Chemically suitable hydroxyl groups are found on the surfaces of titanium, chromium and molybdenum, which form a thin, passive oxide layer. They all contain hydroxyl groups on their outermost surface under standard temperature and alkali treatment (14). Hydroxyl groups on the surface alloy surface play an important role in alloy–resin bond. This is the reason why active hydroxyl groups are the initiation sites for chemical reactions during silane bonds with alloy. Other studies on hydroxyl groups (15) also showed the effects of surface oxidation on the resin bonding to titanium. Therefore, it can be concluded that hydroxyl groups are suitable for the bonding between metal and resins. Extending these concepts, our work was undertaken to provide chemical bonding between examine shear bond strength between cobalt-chromium (Co-Cr) RPD alloys and PMMA resin respectively, using silane and alkali treatments.


Materials and Methods
1. Preparation of cast RPD alloys

Cylinder-shaped wax patterns (3.5 mm in diameter and 45 mm in height) for shear bond strength test and wax patterns (10 mm in width, 15 mm in length and 1 mm thickness) for water contact angle and surface roughness test were formed in a silicone molds. All wax patterns were invested under vacuum with phosphate-bonded investment (BC 700, Bukwang Inc., Busan, Korea).
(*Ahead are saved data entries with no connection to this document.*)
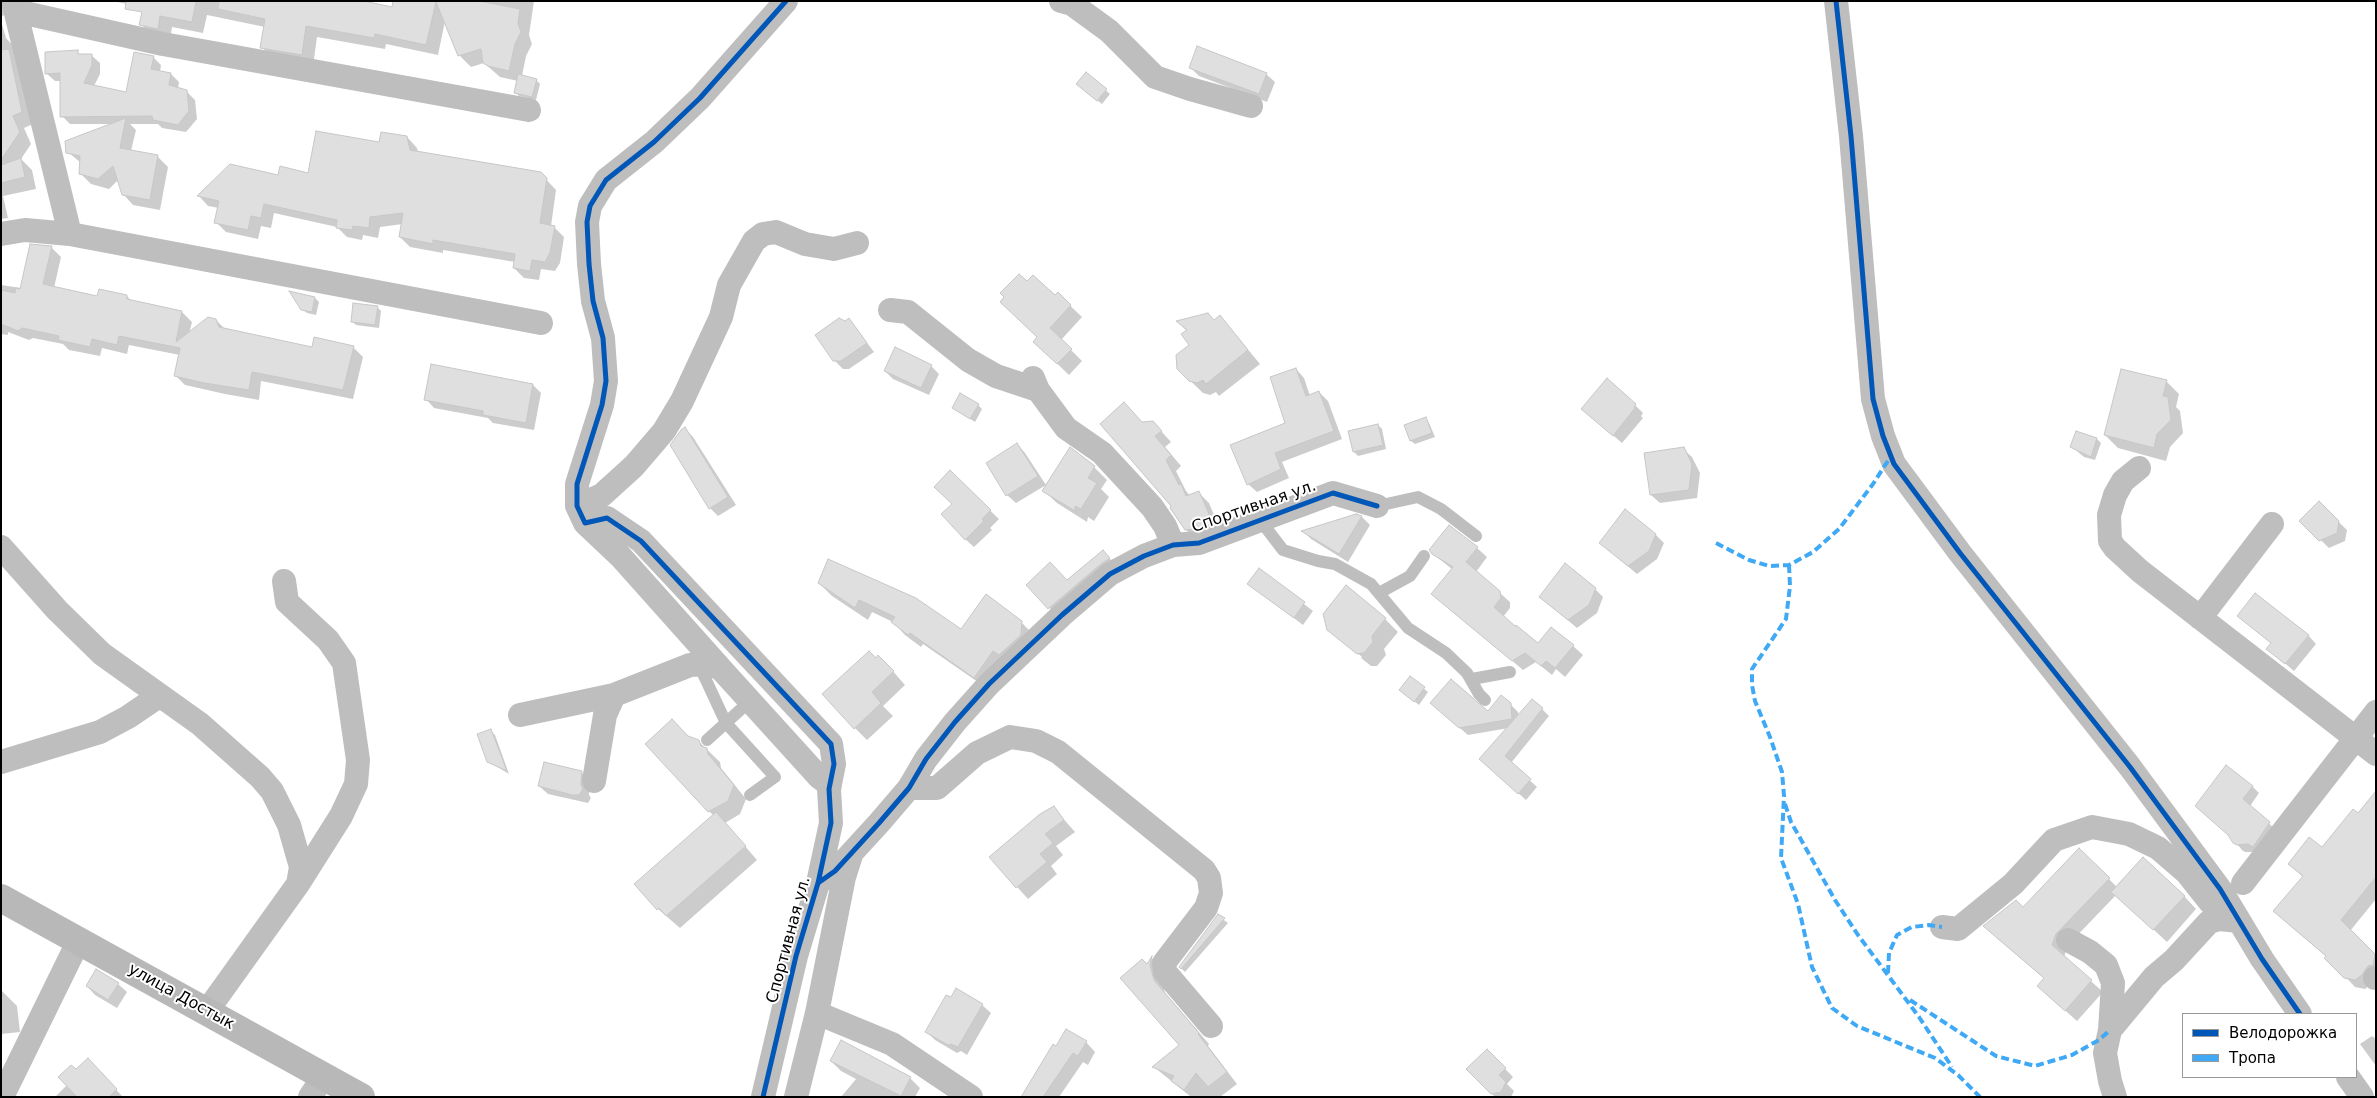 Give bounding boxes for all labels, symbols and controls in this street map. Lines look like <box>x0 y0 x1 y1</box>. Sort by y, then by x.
street label: Спортивная ул. <box>1189 477 1319 537</box>
street label: Спортивная ул. <box>763 874 815 1006</box>
street label: улица Достык <box>124 960 238 1034</box>
legend <box>2182 1013 2357 1078</box>
text: Велодорожка <box>2229 1024 2337 1042</box>
text: Тропа <box>2229 1049 2276 1067</box> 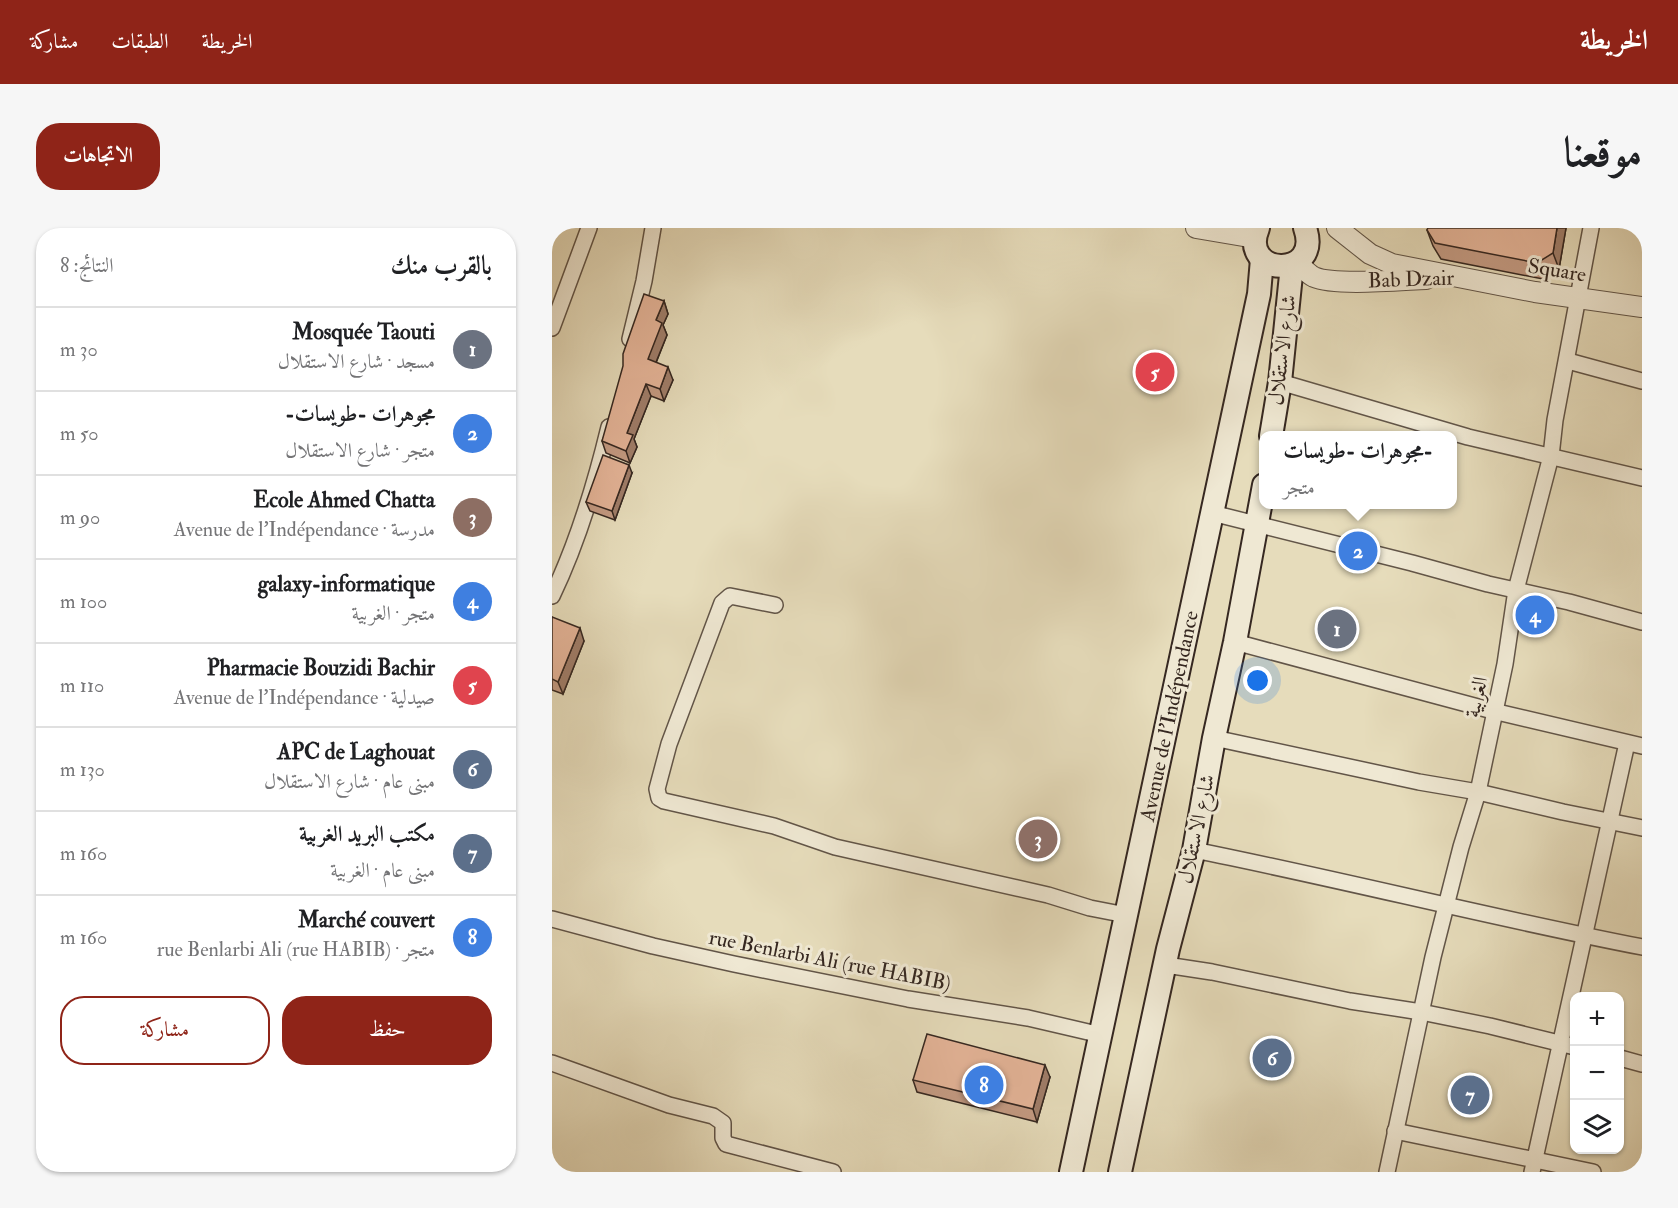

A Co-Cr alloys designed for RPD casting was used. The chemical compositions of the alloys are presented in Table 1. After burnout at the temperatures specified by each manufacturer, the specimens were centrifugally cast by melting using a gas-oxygen multi-orifice torch. All molds were bench-cooled after casting. The remaining parts of the investment were removed by sandblasting with 110 μm Al2O3. The alloy strips were cut with a disc to the final dimensions of 3.5 mm in diameter and 10 mm in height for shear bond test and 10×10×1 mm for water contact angle and surface roughness measurements. These were visually inspected for surface defects and defective samples were replaced. All specimens were wet-ground successively with 150 and 2,000 grit silicon carbide paper, rinsed with distilled water, ultrasonically cleaned in acetone for 10 min and finally dried in a stream of air at room temperature.

Table 1. 
Composition of the two Co-Cr alloys used
Brand name Manufacturer Lot No. Composition (wt%)*
Biosil-F Degussa Dental GmbH & Co. KG, Hanau, Germany Not available Co (64.8), Cr (28.5), Mo (5.3), Mn (0.5), Si (0.5), C (0.4)
Vera PDS-Hard Albadent Co., Corderlia, ND, USA 0604062 Co (63.5), Cr (27.0), Ni (1.0), Mo (5.5), Fe (2.0), others (1.0)
*According to the information provided by the manufacturers.

2. Surface treatment

3-methacryloxypropyltrimethoxysilane (MPS, Sigma-Aldrich Chemie GmbH, Steinheim, Germany. Lot No. 107k0006) that contains three inorganic reactive groups on silicon was used. A silane solution was prepared by the addition of 2 ml MPS in solvent solution containing 10 ml distilled water and 90 ml methanol. The pH was adjusted with 1 M acetic acid to 3.6. It was allowed to be stabilize for 24 h at room temperature. Ten specimens were dispersed in 25 ml of silane solution. The specimens were stirred using a magnetic bar at 600 rpm at room temperature for 5 h. For removing additional silane solution from the surface, the specimens were washed three times in distilled water and then dried at 100℃ for 2 h. The samples were treated in 20 ml of 10 M sodium hydroxide (NaOH) at a temperature of 60℃ for 24 h followed by gentle washing using distilled water and drying for 3 h at 60℃. Some samples were subjected to the silane treatment after the alkaline pre-treatment. The four groups were named as: untreated (UT), silane treated (ST), alkali treated (AT), and alkali treated followed by silane treatment (AST).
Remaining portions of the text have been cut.